Earlier this week I received an unexpected email from my older brother with the most honest, moving and courageous reflection on his experience of Manic Depression.  As I read it (bizarrely in a hairdressers chair while I “improved” the colour of my crowning glory), I laughed, I cried, and I gained a real insight into what it is like to live with this reality.  Having grown up in a family where Manic Depression is the lived reality for both my brother and my father, I’d like to think that I’ve made an effort to be both educated and understanding about it over the years.  I now realise I’ve never really had a clue!

Moreover, I personally find this account so valuable that I thought it should be more widely shared and my brother has readily agreed (another act of courage as far as I’m concerned).  So it was with a wry smile at the “serendipity” of it, that I realised we are also in the middle of Green Ribbon month, a National initiative to get people talking openly about mental health problems in May 2015 – how apt!

Without further preamble, and with deep gratitude t my brother, here are his thoughts which I hope may prove useful to others who are living with this either personally or through a loved one:

 

Some thoughts on Manic Depression.

First a pet peeve.
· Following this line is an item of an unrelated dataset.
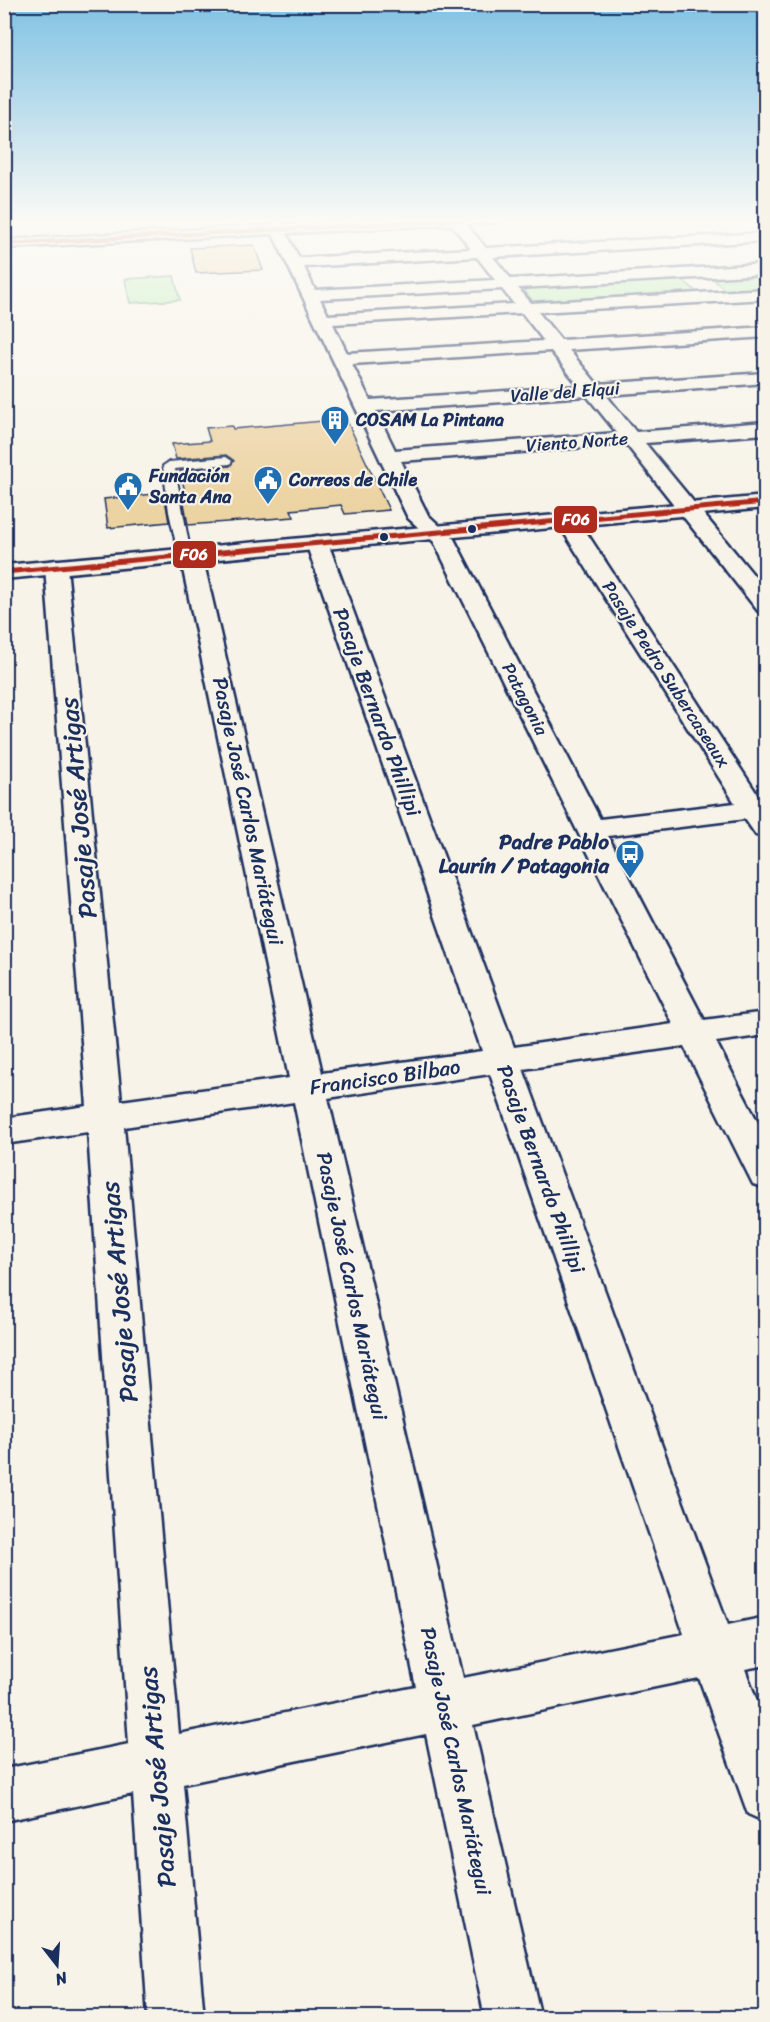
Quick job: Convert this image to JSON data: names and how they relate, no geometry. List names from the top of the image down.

I like the term "manic depression", it's apt. "Sometimes manic, sometimes depressed." Yep, that's what I've got. Nowadays the fashionable term is "bipolar disorder". "Two poles in the wrong order." Huh? What? Perhaps "manic depression" sounds harsh and unpleasant. Well it IS harsh and unpleasant. For the people who have it, and those who have to put up with them. But I don't mind if you prefer "bipolar disorder".


What is manic depression like?

Imagine there are two compartments in your mind [1]. One deals only with the negative: bad memories, problems that beset you, things that might go wrong. The other deals only with the positive: happy memories, things that are going well, hopes for the future. A healthy mind balances both sides.

Being depressed shuts down the positive side. Everything is shit. Everything. The times you thought you were happy were a hollow sham, you were a fool to believe life could ever be anything but shit. Anything of value that is left in your life will soon be lost. Nothing you can do will help. It will never get better. There is no way out.  There Is No Way Out.

Being manic shuts down the negative side. That might sound like fun, and it is! But it is just as dangerous. Why not bet my life savings on that 10 to 1 horse? I'll win a fortune! Why not drive 150kph on the highway? I'll get home quicker! Why not try the dodgy drugs this weirdo I just met is selling?  I'll expand my consciousness!

[Disclaimer: these are not things I have done. They are hypothetical examples, but not unrealistic. OK, maybe the driving.]

People rattle on about being positive and not being negative but the truth is you cannot live without both. Losing either cripples your mind.

 

What can a manic-depressive person do?

Drugs help, at least they help me. I'm talking about medication here, not recreation. But it's not that simple. The first problem is that when you are manic you know you don't need them and when you are depressed you know they won't work. So it can take a while and some false starts before you even try.

If you get past that, the second problem is that going up and down is a constant feature of your life. It's hard to tell if the drugs are making you better or if it’s just the cycle. Often the possible side-effects of the drugs are also possible symptoms of the disease (sleep problems, anxiety etc.)  Different drugs work for different people and there are a LOT of different drugs. It takes time and experimentation to figure out what works.  It took me several years. Then, a good many years later, it stopped working and I had to experiment some more. Now it works again.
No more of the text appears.